◆ EXERCISE REQUIREMENTS ◆
If a line below contains the word "rows", count it; give only the total.

◆ DATA FOR THIS TASK ◆
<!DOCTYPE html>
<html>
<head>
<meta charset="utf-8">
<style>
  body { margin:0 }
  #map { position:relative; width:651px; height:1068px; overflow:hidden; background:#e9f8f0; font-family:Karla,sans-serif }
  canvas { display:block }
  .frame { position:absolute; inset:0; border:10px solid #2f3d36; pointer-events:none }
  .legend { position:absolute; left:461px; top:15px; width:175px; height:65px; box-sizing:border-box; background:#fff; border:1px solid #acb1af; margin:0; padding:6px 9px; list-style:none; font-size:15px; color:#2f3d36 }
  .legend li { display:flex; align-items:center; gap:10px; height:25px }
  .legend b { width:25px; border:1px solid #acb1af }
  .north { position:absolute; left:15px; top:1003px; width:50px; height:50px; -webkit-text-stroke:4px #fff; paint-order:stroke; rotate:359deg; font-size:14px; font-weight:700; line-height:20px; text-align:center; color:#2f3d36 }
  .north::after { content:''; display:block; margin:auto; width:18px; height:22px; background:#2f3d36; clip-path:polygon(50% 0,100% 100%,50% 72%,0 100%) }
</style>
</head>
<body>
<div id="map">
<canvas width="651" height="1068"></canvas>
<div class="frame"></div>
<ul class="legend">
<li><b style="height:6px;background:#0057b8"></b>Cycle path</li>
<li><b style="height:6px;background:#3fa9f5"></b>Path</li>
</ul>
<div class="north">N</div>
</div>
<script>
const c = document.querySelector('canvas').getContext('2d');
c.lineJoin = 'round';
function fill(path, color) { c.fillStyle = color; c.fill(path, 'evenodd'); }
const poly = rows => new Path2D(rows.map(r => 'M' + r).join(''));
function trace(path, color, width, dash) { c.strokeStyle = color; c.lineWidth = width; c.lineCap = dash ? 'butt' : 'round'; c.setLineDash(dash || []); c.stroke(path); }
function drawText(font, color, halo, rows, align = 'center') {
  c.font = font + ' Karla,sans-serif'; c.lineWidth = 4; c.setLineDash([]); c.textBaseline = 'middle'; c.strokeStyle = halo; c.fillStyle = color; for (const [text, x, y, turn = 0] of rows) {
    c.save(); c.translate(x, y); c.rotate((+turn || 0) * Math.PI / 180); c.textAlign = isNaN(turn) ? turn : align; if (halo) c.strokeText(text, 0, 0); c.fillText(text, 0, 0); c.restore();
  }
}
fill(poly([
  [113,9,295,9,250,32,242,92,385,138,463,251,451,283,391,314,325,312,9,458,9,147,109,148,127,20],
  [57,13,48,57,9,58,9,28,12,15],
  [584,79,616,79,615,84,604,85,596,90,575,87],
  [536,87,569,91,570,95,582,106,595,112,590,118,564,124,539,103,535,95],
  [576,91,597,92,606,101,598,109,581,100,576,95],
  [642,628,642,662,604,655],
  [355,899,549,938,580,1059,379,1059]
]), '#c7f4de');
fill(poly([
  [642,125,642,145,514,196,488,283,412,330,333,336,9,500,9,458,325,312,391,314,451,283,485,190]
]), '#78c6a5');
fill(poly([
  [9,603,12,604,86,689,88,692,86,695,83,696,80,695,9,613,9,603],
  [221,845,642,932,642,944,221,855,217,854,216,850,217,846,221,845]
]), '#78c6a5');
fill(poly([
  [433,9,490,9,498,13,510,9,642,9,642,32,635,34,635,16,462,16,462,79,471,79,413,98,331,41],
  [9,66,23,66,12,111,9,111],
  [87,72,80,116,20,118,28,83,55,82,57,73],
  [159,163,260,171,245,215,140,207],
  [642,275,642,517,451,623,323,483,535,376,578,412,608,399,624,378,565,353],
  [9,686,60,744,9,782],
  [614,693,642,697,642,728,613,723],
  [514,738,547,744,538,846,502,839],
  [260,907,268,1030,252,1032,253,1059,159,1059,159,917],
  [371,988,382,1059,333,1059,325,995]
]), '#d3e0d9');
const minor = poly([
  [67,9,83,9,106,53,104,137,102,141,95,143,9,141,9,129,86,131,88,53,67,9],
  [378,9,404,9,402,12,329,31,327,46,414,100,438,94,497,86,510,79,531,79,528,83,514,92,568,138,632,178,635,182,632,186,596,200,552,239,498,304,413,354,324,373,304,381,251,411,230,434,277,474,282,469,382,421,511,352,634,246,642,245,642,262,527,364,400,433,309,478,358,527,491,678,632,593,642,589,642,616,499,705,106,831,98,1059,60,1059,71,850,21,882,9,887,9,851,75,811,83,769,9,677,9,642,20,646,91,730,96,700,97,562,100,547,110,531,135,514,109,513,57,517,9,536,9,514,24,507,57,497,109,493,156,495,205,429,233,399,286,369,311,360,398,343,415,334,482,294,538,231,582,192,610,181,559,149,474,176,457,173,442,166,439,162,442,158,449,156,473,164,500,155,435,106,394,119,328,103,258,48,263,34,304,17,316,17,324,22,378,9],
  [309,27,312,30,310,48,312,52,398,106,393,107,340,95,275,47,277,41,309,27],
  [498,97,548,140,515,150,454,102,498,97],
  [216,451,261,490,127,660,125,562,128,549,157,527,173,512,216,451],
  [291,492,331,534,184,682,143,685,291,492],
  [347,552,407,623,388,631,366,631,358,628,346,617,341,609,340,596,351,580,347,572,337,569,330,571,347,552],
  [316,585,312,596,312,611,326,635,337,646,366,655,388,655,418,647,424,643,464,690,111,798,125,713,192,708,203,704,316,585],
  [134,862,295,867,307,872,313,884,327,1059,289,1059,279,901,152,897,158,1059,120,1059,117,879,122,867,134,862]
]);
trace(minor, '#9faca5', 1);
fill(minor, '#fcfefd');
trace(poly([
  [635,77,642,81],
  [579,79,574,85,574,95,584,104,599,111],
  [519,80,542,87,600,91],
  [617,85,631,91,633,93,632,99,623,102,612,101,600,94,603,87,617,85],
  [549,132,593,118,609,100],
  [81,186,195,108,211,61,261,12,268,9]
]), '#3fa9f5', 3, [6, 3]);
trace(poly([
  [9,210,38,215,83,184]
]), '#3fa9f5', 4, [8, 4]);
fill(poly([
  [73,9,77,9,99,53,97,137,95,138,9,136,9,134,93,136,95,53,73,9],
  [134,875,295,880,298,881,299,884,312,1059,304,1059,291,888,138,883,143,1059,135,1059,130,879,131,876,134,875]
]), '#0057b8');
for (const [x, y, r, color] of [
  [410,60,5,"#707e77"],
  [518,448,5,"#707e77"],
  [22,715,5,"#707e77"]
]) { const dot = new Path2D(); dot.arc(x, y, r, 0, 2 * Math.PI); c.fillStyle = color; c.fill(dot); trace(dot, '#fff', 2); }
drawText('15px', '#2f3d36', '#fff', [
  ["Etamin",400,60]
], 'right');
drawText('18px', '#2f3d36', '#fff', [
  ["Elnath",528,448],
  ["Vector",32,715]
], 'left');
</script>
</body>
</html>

◆ SOLUTION TO THIS TASK ◆
3